We are beyond the public areas, exactly.
And to understand what happens next, we're going up to the sixth floor of the museum.
We have to go to the Smithsonian Museum of Natural History here in the U.S. with mammologist Christopher Helget.
Where we are now is what's called the type collection, the world's largest library.
essentially of dead mammals.
I have to say for such a grand place,
it's a little visually underwhelming.
Basically just a bunch of locked white cabinets.
But that said,
the behind the scenes area where the real treasures are stored.
Can we take a quick detour so I can explain what he means by that?
Sure.
Okay, so scientists, taxonomists, their job is to name and differentiate species, right?
So how do they do that?
Well, let's talk about sharks,
because sharks are kind of cool animals.
Right?
Imagine there's this shark species.
It's swimming around.
It's having a great time.
And at some point,
half of the sharks in this shark population
decide to leave to go somewhere else.
I don't know.
They go to deeper waters
or to a different ocean.
They get cut off from their previous shark family.

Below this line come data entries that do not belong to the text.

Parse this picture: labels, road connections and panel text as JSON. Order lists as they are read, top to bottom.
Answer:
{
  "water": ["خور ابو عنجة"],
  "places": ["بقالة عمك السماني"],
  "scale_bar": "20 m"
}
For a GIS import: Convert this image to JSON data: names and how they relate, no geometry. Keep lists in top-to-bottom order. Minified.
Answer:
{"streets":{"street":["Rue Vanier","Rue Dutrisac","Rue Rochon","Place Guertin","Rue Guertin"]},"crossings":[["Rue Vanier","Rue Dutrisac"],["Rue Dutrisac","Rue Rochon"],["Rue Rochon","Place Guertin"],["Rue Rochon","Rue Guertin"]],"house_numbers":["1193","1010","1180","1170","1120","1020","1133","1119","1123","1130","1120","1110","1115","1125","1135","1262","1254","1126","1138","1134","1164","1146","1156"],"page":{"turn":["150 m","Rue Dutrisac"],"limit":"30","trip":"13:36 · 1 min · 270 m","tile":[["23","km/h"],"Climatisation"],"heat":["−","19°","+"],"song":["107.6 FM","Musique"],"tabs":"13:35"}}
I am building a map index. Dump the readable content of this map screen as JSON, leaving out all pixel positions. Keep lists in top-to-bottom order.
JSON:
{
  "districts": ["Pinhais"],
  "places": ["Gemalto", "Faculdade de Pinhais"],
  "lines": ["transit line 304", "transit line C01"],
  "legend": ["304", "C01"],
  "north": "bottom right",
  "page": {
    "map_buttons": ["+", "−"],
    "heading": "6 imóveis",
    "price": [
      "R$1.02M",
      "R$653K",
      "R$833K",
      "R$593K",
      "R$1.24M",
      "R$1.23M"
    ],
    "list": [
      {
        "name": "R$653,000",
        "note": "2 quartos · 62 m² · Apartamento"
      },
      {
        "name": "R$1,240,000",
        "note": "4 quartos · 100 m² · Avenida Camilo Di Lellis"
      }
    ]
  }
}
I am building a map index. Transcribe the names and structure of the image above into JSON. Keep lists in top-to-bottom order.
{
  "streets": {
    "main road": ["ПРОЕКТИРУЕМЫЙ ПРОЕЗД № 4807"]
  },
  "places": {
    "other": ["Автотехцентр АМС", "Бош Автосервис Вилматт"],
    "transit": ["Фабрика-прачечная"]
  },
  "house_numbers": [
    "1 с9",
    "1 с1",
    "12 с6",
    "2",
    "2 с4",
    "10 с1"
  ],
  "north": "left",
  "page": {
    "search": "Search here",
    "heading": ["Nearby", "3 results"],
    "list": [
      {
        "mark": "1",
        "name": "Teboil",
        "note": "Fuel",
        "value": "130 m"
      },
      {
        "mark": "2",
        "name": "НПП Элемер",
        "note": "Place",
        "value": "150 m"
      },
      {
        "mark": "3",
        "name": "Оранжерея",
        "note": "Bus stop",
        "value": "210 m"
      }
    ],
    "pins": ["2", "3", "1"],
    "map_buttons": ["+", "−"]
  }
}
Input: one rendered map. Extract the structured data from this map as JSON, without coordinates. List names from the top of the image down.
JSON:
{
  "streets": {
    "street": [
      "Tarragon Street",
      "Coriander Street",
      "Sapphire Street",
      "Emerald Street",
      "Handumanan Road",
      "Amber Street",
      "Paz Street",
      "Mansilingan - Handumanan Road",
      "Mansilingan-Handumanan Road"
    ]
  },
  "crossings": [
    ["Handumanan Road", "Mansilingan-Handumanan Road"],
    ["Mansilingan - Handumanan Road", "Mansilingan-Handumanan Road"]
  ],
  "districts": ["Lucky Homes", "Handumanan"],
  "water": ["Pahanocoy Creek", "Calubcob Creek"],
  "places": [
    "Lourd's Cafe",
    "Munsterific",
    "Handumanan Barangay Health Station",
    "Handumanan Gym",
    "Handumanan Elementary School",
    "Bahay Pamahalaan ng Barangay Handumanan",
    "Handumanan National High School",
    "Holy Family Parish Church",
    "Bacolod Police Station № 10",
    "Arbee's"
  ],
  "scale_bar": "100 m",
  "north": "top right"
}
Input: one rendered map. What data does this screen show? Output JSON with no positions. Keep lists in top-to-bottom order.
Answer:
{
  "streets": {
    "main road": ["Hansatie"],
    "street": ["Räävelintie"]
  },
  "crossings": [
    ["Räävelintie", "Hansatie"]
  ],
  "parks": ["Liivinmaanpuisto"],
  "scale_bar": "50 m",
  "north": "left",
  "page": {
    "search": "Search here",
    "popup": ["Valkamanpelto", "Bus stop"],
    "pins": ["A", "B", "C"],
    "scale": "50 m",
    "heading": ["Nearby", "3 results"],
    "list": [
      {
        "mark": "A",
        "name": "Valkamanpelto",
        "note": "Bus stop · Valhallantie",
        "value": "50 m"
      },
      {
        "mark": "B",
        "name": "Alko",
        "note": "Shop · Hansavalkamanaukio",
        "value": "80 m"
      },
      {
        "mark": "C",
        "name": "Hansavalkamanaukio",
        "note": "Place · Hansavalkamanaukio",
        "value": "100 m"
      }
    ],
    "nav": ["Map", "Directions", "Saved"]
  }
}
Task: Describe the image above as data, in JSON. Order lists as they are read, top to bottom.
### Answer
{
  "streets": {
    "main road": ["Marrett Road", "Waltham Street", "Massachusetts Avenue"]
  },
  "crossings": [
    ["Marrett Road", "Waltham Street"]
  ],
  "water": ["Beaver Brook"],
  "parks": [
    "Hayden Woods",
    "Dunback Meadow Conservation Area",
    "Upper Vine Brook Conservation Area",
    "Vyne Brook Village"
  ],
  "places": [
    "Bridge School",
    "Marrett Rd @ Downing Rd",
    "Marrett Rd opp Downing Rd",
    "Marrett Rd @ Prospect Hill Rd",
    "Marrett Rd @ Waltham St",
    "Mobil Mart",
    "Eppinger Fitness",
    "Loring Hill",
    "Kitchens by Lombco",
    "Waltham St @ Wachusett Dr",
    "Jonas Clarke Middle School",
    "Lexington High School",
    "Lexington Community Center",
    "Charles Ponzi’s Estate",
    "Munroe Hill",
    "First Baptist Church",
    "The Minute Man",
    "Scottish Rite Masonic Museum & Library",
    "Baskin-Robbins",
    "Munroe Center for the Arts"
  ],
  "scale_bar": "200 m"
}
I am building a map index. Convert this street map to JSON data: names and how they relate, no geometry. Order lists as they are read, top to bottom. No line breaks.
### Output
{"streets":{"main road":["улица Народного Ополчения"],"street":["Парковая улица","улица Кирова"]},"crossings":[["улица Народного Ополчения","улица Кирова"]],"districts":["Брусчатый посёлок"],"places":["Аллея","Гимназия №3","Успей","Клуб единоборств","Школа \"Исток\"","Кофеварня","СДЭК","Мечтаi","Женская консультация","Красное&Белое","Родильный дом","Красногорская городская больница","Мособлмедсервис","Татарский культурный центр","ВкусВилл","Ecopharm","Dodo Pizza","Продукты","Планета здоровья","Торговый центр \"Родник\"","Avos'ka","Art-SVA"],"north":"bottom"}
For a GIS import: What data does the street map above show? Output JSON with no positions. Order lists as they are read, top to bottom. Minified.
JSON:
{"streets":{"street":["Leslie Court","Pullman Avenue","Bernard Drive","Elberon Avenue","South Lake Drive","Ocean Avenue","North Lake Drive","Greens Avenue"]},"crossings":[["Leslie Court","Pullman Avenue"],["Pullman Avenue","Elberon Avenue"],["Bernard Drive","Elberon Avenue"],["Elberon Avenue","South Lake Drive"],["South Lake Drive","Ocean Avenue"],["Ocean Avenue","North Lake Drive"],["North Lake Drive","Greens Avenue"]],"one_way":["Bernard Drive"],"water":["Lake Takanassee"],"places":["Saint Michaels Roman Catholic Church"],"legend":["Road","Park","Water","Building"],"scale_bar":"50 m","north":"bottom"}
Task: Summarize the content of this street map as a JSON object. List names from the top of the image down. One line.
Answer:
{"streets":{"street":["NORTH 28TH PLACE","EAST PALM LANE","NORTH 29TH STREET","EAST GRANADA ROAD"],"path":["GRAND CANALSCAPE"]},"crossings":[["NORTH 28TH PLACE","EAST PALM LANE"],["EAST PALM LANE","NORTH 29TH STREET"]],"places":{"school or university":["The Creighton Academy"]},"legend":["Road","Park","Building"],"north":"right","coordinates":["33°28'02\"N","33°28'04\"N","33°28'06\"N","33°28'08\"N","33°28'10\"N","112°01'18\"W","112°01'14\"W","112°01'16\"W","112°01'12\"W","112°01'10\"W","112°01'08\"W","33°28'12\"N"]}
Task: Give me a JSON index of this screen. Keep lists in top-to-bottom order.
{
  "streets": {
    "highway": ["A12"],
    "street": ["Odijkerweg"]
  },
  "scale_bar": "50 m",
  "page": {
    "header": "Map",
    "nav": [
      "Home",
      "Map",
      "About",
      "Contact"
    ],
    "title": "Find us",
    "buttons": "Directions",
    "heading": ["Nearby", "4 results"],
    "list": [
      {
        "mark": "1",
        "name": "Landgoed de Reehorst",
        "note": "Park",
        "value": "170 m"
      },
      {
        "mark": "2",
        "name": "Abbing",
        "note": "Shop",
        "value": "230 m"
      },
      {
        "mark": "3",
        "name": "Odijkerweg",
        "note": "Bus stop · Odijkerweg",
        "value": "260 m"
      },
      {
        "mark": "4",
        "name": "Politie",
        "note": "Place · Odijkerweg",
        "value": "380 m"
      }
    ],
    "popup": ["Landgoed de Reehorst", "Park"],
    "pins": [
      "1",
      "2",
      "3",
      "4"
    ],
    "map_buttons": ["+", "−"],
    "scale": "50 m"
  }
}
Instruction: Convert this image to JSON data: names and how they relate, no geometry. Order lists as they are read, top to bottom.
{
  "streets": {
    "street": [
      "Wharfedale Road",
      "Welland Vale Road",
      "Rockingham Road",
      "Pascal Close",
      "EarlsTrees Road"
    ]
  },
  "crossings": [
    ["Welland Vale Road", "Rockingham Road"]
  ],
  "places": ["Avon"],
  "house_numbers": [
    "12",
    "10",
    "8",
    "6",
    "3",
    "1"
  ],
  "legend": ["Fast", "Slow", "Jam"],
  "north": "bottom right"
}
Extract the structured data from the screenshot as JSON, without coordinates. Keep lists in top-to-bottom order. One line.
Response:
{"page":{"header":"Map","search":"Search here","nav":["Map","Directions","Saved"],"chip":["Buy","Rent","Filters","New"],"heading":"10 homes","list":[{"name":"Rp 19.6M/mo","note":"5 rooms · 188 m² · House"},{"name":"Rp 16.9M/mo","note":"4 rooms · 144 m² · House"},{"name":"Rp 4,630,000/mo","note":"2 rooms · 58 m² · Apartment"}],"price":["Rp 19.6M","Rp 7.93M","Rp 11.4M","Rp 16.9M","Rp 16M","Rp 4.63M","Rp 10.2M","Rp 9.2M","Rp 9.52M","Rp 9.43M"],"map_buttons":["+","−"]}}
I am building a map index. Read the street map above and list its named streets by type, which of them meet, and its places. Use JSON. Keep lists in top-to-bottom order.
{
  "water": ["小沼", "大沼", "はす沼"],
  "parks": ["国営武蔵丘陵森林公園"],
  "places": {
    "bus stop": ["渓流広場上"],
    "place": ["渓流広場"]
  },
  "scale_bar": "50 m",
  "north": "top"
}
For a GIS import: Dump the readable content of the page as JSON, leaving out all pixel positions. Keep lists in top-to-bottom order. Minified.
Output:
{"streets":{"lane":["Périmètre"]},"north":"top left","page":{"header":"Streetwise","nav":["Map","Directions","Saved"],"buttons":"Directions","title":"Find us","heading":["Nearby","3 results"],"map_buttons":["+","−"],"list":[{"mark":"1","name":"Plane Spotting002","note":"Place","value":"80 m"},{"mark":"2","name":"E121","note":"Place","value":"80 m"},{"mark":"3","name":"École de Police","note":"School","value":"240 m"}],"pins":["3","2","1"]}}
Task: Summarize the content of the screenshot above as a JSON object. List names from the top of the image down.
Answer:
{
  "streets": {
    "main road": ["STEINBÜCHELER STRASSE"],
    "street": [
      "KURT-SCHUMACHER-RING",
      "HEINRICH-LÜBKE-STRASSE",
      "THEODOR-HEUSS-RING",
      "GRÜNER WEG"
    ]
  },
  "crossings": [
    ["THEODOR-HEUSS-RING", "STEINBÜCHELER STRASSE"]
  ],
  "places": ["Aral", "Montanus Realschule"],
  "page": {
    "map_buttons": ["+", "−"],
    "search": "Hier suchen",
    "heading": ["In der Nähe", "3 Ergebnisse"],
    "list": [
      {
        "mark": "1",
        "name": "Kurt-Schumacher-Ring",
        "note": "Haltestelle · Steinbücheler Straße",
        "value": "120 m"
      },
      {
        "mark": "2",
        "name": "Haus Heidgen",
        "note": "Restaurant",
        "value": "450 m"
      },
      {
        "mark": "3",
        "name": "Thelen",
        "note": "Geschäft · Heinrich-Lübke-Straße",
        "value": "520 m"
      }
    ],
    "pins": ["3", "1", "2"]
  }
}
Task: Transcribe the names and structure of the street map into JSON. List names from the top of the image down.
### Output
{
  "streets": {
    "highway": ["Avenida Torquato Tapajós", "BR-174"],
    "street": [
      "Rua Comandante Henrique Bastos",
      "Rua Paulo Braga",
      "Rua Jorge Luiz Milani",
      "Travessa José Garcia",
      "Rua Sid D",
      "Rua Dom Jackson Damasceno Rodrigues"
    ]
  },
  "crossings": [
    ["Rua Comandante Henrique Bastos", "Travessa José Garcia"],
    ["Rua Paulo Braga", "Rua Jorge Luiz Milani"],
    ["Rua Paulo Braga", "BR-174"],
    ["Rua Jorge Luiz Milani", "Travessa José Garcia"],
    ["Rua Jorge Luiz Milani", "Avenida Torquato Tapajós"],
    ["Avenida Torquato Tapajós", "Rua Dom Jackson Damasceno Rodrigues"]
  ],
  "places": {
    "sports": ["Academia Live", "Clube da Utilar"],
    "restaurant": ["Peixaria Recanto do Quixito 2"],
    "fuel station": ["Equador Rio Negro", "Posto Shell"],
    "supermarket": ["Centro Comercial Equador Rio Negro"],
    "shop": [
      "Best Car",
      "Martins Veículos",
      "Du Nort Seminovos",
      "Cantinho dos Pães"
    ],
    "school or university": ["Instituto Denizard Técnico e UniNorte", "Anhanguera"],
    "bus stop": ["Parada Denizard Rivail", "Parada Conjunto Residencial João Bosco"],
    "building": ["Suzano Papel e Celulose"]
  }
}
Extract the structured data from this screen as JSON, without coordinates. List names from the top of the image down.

They don't see them for a long time.
And over thousands or maybe a million years,
they actually start evolving on their own
as sort of a new type of shark.
They become different enough
that they've become a new species.
That's what the scientists come in and try to figure out.
Now, how do they make that determination?
Well, so basically it's a comparison game.
They compare them to the old sharks.
Do they look the same?
Are they dorsal fins taller or shorter?
They'll look at how they behave in the water,
how they move through the world.
Is that different?
Nowadays, they'll even just do genetic work.
And if they decide it is a new species of shark,
at that point they do this sort of wacky thing
that I had no idea about.
Once they've decided that this shark is a new species,
scientists will go and kill one of these sharks.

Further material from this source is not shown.